● Task requirements
Exactly the lines from the one with "Map reading. Extract" through the last line of the listing must be given again.

╭─ Recorded data

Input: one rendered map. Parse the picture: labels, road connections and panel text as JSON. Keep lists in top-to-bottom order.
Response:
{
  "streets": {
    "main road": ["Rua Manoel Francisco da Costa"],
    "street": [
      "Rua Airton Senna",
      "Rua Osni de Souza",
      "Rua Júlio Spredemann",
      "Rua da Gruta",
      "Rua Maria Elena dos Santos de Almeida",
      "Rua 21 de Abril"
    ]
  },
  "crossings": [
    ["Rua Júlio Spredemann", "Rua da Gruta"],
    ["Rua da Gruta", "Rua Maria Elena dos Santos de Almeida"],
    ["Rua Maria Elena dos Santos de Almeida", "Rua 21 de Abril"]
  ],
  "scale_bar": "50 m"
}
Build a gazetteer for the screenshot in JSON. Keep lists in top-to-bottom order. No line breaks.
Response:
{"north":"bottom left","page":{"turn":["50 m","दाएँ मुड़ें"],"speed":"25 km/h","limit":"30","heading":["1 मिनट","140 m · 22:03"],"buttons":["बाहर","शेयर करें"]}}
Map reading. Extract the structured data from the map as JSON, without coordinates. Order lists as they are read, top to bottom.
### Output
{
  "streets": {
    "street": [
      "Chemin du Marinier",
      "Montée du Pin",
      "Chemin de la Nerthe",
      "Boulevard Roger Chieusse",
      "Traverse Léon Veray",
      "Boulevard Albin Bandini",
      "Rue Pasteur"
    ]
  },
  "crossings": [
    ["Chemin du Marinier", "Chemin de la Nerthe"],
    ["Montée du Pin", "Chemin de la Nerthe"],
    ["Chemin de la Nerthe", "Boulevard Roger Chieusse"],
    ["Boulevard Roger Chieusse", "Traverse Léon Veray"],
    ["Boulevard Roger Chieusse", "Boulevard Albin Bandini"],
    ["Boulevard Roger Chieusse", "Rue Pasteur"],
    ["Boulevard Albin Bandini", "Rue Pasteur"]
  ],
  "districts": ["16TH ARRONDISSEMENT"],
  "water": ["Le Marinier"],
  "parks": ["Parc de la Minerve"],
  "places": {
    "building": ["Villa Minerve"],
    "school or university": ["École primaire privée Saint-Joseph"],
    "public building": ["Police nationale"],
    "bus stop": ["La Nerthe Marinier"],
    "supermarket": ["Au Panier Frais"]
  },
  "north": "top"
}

╰─

● Problem solution
Map reading. Extract the structured data from the map as JSON, without coordinates. Order lists as they are read, top to bottom.
### Output
{
  "streets": {
    "street": [
      "Chemin du Marinier",
      "Montée du Pin",
      "Chemin de la Nerthe",
      "Boulevard Roger Chieusse",
      "Traverse Léon Veray",
      "Boulevard Albin Bandini",
      "Rue Pasteur"
    ]
  },
  "crossings": [
    ["Chemin du Marinier", "Chemin de la Nerthe"],
    ["Montée du Pin", "Chemin de la Nerthe"],
    ["Chemin de la Nerthe", "Boulevard Roger Chieusse"],
    ["Boulevard Roger Chieusse", "Traverse Léon Veray"],
    ["Boulevard Roger Chieusse", "Boulevard Albin Bandini"],
    ["Boulevard Roger Chieusse", "Rue Pasteur"],
    ["Boulevard Albin Bandini", "Rue Pasteur"]
  ],
  "districts": ["16TH ARRONDISSEMENT"],
  "water": ["Le Marinier"],
  "parks": ["Parc de la Minerve"],
  "places": {
    "building": ["Villa Minerve"],
    "school or university": ["École primaire privée Saint-Joseph"],
    "public building": ["Police nationale"],
    "bus stop": ["La Nerthe Marinier"],
    "supermarket": ["Au Panier Frais"]
  },
  "north": "top"
}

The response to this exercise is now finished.